Zwischen Hass- und Ostklub
Seit seiner Gründung wird der von Red Bull finanzierte Fußballklub in Leipzig in deutschen Leitmedien diskutiert. Um Sportliches geht es oft nur am Rande.
Von Christoph Farkas
Wer polarisiert, interessiert – so lautet eine simple Formel für gesellschaftliche und mediale Aufmerksamkeitsmechanismen. Ein Musterbeispiel dafür ist der Fußballverein RB Leipzig, gegründet und finanziert vom österreichischen Unternehmen Red Bull. Fanproteste und Boykotte begleiten den Klub seit seiner Gründung, Studien erklären ihn zum unsympathischsten im deutschen Profifußball; gleichzeitig sorgte der Verein in der zurückliegenden Zweitliga-Saison für überdurchschnittliche Zuschauerzahlen im Stadion und hohe Einschaltquoten bei Live-Spielen. Die zentrale Rolle des Investors wird als Angriff auf die Fußballkultur begriffen, andererseits beschert eben dieser Investor Leipzig und den neuen Bundesländern eine wirklich konkurrenzfähige Mannschaft. Diese Spannungsfelder scheinen den Verein erzählenswert für deutsche Medien zu machen. Sie haben das polarisierende, vielseitige Bild von RB Leipzig beschrieben, verfestigt und geprägt.

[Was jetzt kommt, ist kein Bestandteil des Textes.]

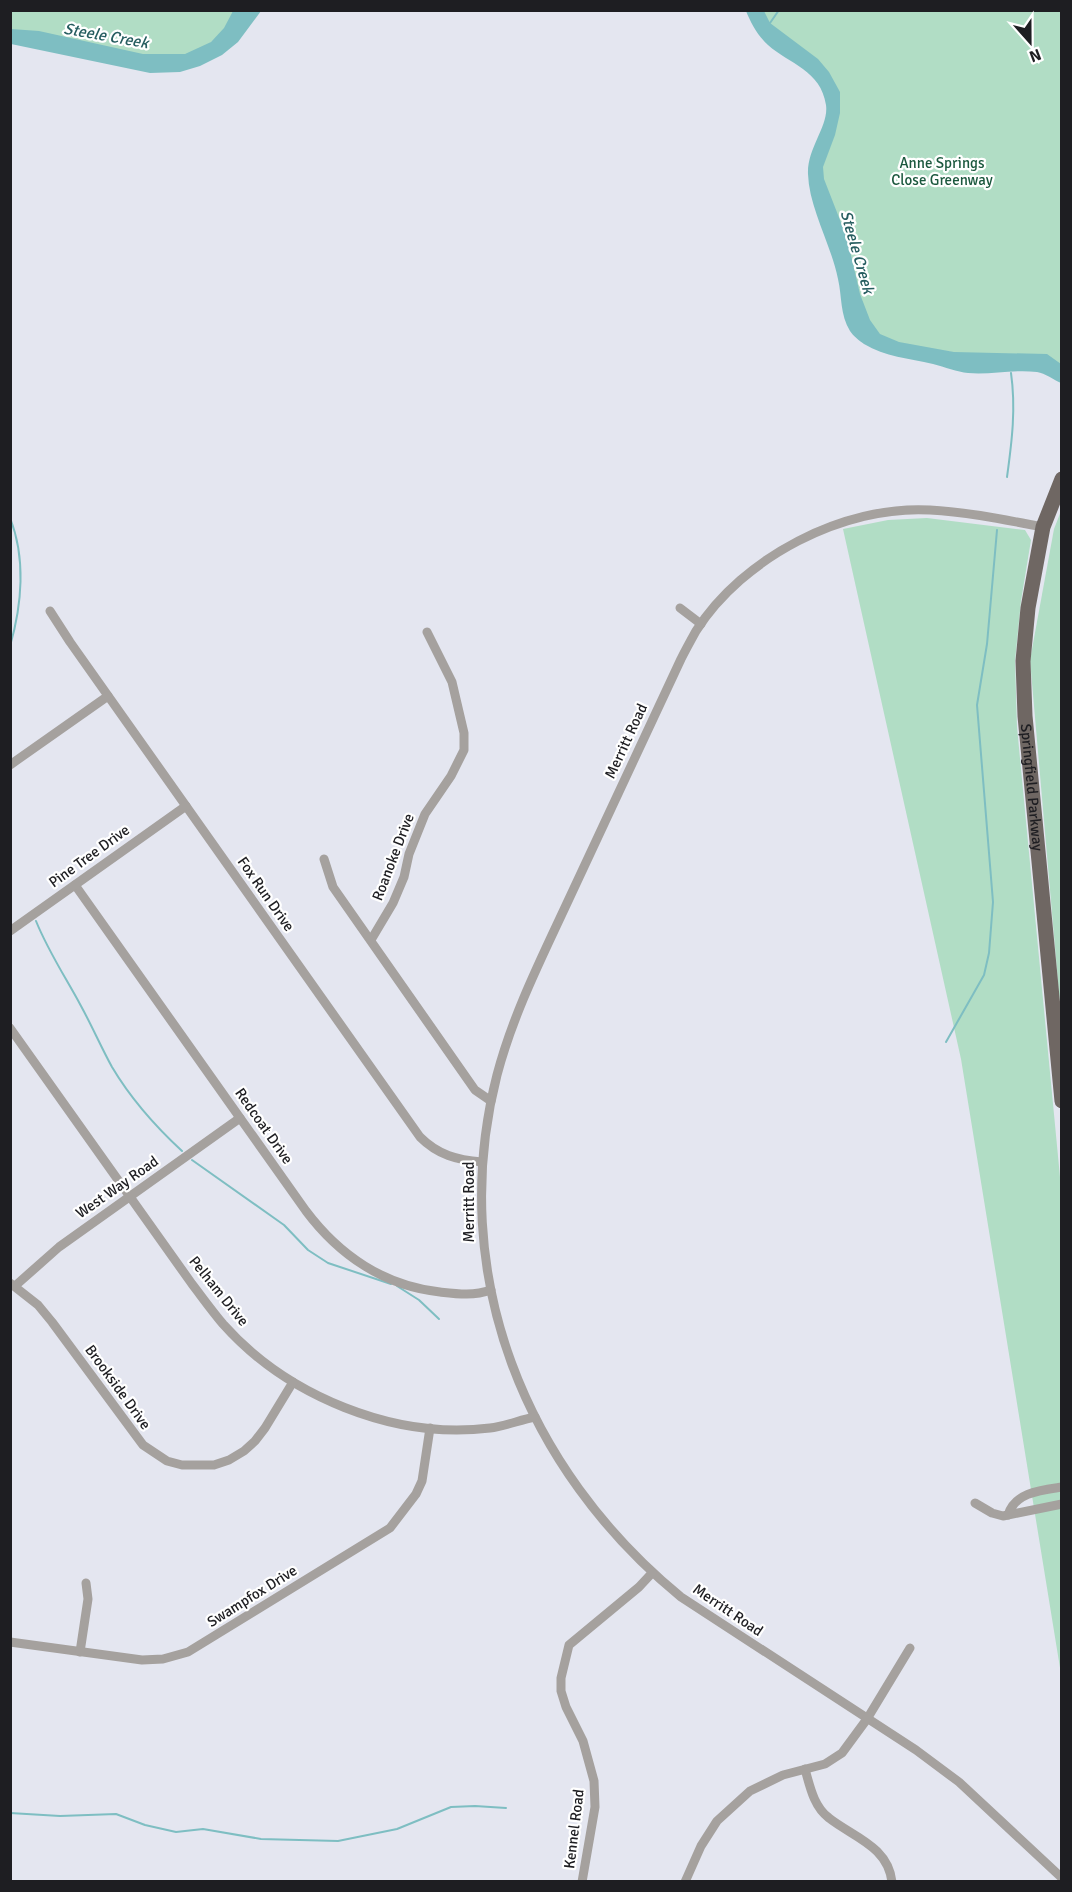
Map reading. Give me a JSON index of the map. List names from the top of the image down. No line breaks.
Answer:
{"streets":{"main road":["Springfield Parkway"],"street":["Merritt Road","Pine Tree Drive","Roanoke Drive","Fox Run Drive","Redcoat Drive","West Way Road","Pelham Drive","Brookside Drive","Swampfox Drive","Kennel Road"]},"crossings":[["Merritt Road","Springfield Parkway"],["Merritt Road","Fox Run Drive"],["Merritt Road","Redcoat Drive"],["Merritt Road","Pelham Drive"],["Merritt Road","Kennel Road"],["Pine Tree Drive","Fox Run Drive"],["Pine Tree Drive","Redcoat Drive"],["Redcoat Drive","West Way Road"],["West Way Road","Pelham Drive"],["West Way Road","Brookside Drive"],["Pelham Drive","Brookside Drive"],["Pelham Drive","Swampfox Drive"]],"water":["Steele Creek"],"parks":["Anne Springs Close Greenway"],"north":"bottom"}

Mit einer Diskursanalyse habe ich zu ergründen versucht, wie das geschieht. Wie inhaltlich und rhetorisch argumentiert wird, wer über RB Leipzig sprechen darf und welche gestalterischen Mittel eingesetzt werden. Ich habe dazu 21 längere Beiträge aus dem Spektrum überregionaler Tageszeitungen und Nachrichtenmagazine (SZ, FAZ, Zeit, Welt, taz, Tagesspiegel, Spiegel, Stern, Focus) sowie aus dem Fachmagazin 11Freunde untersucht, die seit der Gründung RB Leipzigs erschienen sind.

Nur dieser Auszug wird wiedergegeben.